As a youngster I thought it odd that the most famous Italian poetic work would be called The Divine Comedy. How could the divine be comic? I thought of it as serious. Later I came to understand that “comedy” is one of those words that had one meaning in ancient Greek and Roman times, another in the medieval centuries, and then regained its old classical meaning once more in modern times. You might say that one of the two parts of the word came to dominate the meaning in succession. The two roots are komos, which meant a revel or a carousal and oidos, which meant a singer or a poet. The two were still visible in Greek, komoidia. A revel, an amusing spectacle, carries the “funny” connotation, poetry and song carry the “serious.” In the Middle Ages the word had the latter meaning and was used for poems and stories. The Online Etymology Dictionary suggests that its earliest meaning in English was “narrative poem.” Dante’s intention was to signal a serious story but with a happy ending.
Amusingly the word tragedy also contains the root oidos, but the front part of it comes from tragos, meaning a goat. A tragedy is a “goatsong.” The root of this seems to be dramas that depicted satyrs, thus creatures who are half-goat half man.
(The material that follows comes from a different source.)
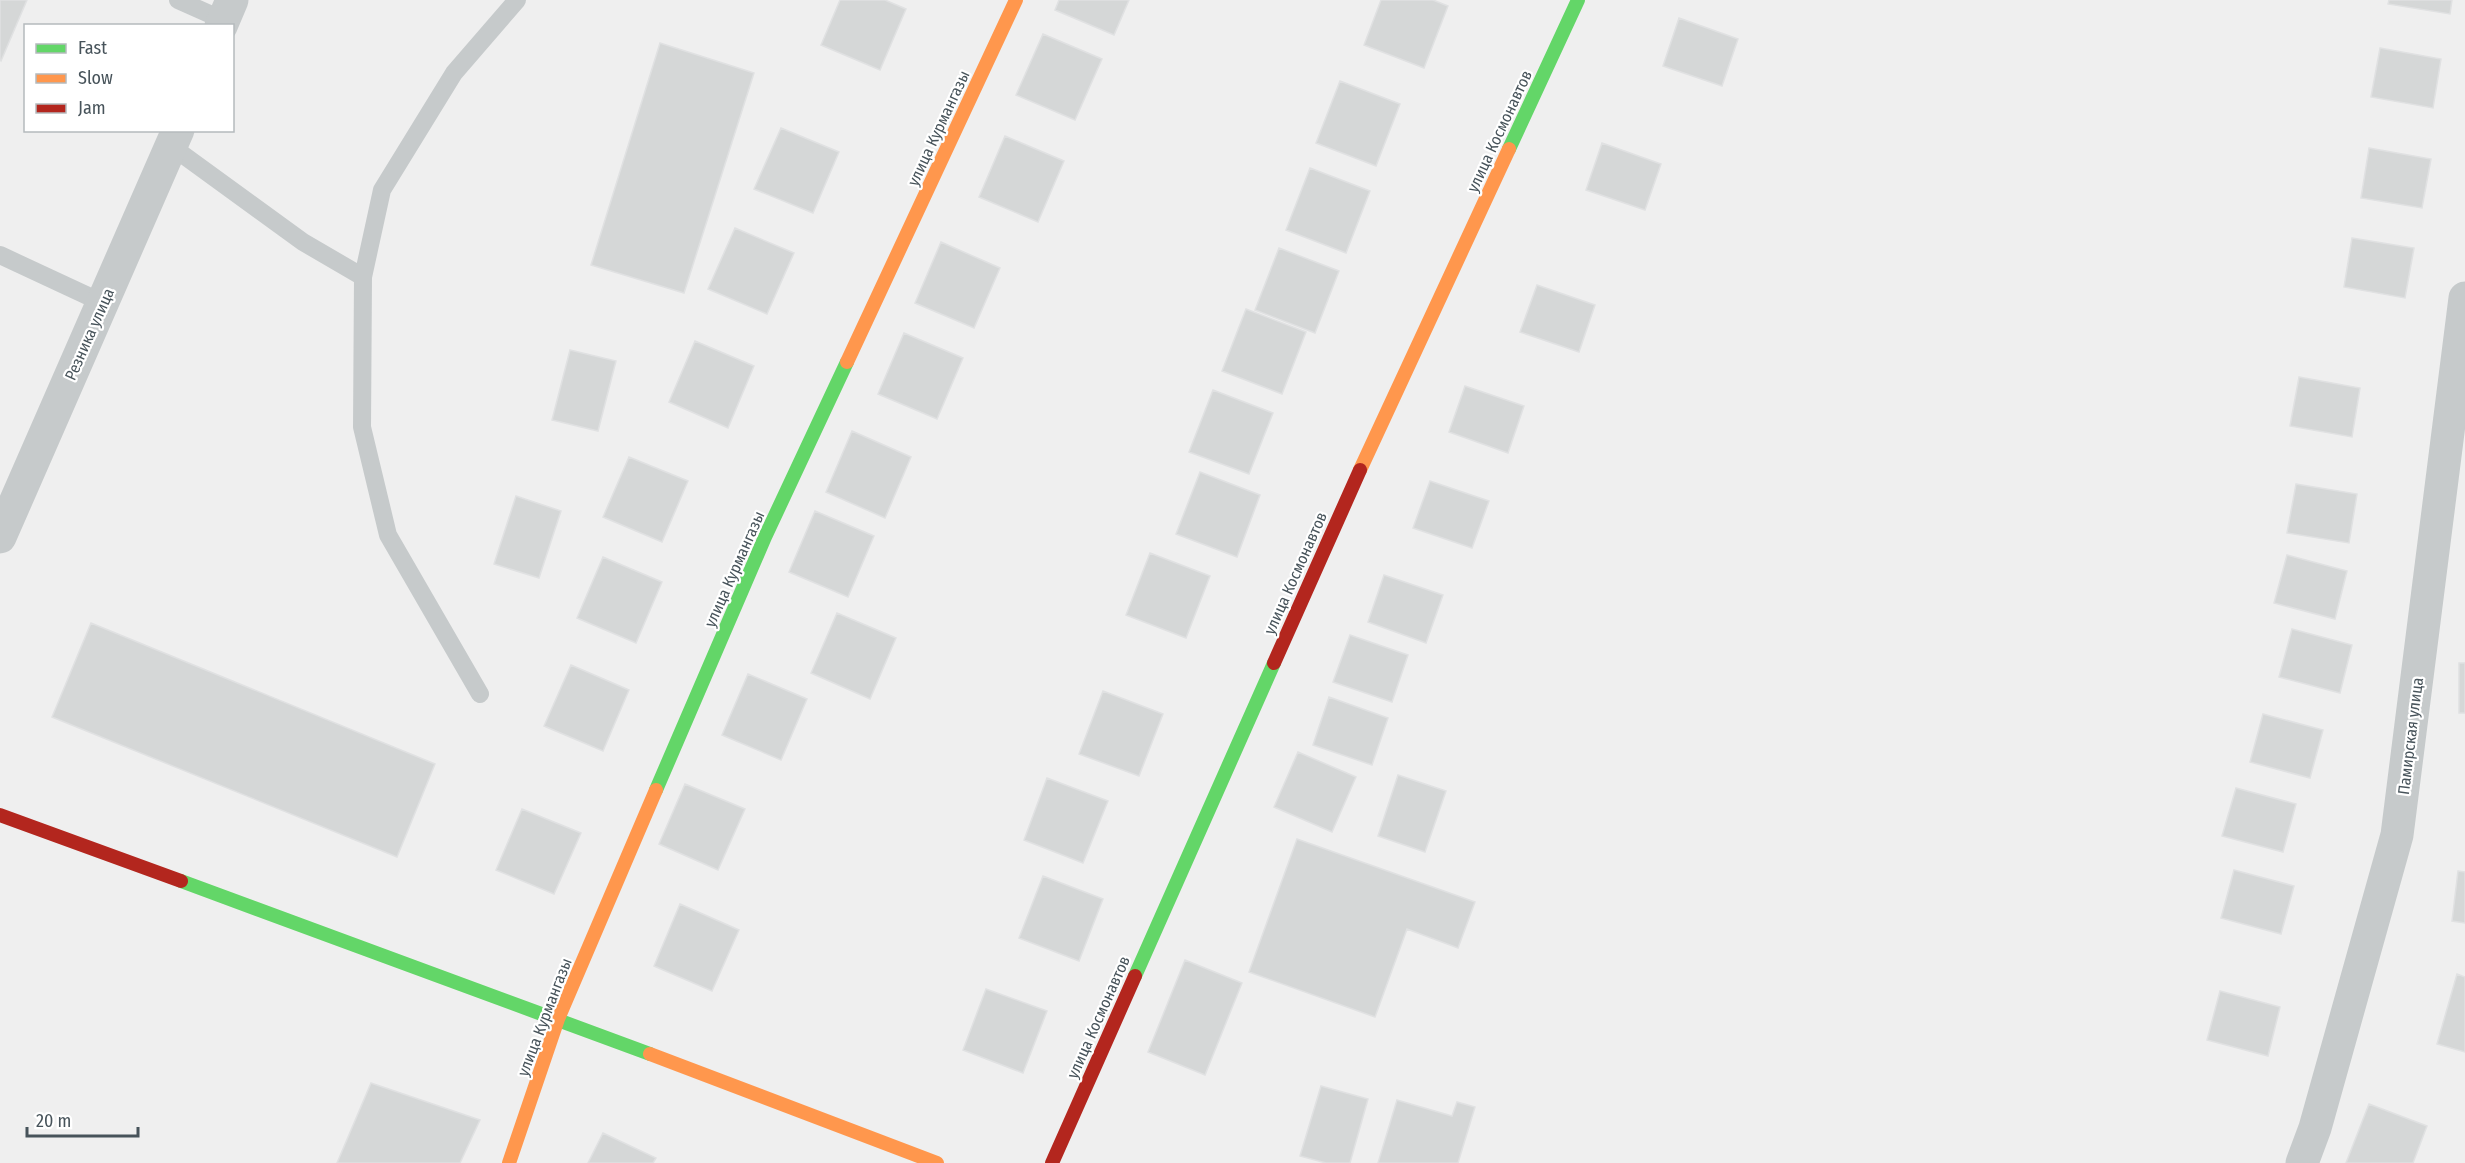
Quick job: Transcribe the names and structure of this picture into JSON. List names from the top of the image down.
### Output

These meanings, again taken from my trusty online source, are in debate—but they please me; they suggest a deeper truth. The unhappy ending associated with this form of drama seems to suggest that the goat-half had its way. To unpack this line of thought a little more, let me return to my youthful wonder. How, indeed, could the divine be comic?
It might help to ponder another word in this context, the thing that we call fate. Its meaning is the course of a person’s life; the word is derived from “decreed” or “spoken” or “ordained,” as by a higher power—thus that which is determined. The word fatal does not come from some ancient tag for death; rather it comes from the fact that death is our unavoidable destination, our destiny. But is it? It is certainly the destination of the body, of the goat. Its meaning includes the idea of “unavoidable necessity.” That we have to live a life in bodies—that is fate. But we also have another part; and that part is free. How we live that necessary life—that’s up to us. If we identify with the immortal spirit, it suggests that, at death, we escape this realm of necessity and…well, enter the divine. The tragic results when we identify with the limited but necessary; the comic when we identify with the free and limitless. People have a fate; I’ve never encountered any reference to the “fate of angels.” Why? They don’t follow a necessary course.
The very core of our nature belongs to the high, the superior, the ultimately free. That nature, caught in this lower dimension, looking around, but still aware of itself, beholding the shenanigans, will simply have to laugh at what it sees. But its ability to rise above, to laugh at all this in light moments, testifies to a high gift which, in more serious moments expresses itself in poetry.